___ Data under study ___
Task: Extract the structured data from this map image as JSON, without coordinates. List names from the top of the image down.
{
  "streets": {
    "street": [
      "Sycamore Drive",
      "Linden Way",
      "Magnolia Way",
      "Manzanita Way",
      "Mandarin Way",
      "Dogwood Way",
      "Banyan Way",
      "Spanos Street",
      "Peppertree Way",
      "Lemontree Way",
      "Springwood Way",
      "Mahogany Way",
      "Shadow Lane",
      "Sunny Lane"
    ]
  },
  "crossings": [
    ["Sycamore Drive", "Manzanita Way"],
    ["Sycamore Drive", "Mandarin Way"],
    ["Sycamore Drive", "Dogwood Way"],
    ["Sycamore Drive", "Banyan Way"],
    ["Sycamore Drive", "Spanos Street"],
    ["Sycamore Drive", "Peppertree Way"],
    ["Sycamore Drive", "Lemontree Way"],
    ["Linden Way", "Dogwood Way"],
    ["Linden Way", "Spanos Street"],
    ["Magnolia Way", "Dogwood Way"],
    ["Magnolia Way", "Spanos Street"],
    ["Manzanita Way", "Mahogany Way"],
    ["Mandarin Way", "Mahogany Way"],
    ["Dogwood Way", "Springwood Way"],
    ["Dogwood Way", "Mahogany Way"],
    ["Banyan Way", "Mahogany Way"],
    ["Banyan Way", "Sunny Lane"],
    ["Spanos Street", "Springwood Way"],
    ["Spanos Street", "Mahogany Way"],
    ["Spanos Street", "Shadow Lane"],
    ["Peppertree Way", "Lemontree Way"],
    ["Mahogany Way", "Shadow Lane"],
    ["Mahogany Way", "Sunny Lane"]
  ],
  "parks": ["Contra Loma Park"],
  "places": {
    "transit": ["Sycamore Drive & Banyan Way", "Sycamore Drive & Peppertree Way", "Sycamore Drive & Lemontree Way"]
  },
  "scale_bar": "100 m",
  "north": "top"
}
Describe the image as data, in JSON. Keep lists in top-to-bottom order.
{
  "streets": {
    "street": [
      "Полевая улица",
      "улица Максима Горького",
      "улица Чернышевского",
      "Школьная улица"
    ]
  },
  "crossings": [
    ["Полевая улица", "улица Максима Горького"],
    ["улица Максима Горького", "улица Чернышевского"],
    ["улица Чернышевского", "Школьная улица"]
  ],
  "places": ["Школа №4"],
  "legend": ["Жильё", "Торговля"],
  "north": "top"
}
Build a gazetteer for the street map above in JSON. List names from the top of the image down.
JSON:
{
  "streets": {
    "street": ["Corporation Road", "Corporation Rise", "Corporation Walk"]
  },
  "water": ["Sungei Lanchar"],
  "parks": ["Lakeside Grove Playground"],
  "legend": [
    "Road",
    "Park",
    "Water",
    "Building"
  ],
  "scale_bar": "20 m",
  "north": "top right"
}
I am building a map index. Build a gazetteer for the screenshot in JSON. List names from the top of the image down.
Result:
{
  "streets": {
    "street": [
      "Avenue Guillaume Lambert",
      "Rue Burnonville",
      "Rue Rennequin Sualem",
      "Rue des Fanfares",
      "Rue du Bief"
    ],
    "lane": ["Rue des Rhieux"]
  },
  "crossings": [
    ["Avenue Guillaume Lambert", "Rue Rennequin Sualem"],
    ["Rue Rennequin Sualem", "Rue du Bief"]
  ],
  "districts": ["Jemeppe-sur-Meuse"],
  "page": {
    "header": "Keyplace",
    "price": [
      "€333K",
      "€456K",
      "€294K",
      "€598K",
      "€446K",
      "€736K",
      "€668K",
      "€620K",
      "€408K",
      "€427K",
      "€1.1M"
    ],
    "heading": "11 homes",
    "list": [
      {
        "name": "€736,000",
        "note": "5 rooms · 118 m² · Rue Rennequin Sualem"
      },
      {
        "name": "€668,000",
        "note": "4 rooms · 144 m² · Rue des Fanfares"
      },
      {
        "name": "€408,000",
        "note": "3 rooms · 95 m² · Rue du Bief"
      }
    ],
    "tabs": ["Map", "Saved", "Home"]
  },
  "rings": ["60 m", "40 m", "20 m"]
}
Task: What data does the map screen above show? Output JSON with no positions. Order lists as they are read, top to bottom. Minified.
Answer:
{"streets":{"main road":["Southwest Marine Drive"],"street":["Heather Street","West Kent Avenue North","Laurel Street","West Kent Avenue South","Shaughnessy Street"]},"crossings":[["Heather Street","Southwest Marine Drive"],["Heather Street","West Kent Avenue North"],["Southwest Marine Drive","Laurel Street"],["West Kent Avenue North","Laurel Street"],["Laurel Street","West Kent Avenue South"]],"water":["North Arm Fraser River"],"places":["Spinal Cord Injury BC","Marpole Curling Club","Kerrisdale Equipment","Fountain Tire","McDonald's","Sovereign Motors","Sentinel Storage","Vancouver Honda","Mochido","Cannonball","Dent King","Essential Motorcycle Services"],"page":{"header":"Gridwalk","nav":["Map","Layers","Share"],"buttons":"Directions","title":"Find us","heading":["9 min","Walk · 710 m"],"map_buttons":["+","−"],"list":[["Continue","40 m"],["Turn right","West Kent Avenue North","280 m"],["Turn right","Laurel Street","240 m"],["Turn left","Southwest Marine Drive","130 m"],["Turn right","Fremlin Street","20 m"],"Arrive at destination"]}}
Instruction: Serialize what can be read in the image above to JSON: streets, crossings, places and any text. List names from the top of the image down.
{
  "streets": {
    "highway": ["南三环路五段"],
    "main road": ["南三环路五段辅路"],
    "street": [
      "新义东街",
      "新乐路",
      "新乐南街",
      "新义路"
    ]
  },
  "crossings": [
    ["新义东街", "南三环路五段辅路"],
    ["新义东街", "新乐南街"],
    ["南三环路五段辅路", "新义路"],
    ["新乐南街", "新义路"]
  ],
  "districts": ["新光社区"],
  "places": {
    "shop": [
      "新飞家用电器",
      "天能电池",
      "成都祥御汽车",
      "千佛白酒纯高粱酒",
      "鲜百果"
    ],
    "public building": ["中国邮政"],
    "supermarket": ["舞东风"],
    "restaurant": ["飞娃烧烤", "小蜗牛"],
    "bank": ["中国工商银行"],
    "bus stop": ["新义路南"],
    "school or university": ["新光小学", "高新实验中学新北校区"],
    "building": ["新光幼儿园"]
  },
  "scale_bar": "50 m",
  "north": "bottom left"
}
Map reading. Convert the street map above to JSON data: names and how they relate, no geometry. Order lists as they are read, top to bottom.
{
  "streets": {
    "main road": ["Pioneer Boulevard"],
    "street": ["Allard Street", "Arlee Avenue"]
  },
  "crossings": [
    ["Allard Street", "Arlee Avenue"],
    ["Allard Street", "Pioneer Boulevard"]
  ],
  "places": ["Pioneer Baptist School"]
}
___
> Required action
Count the lines in the records above that contain "parks". Reply with the number only.

> Written response
2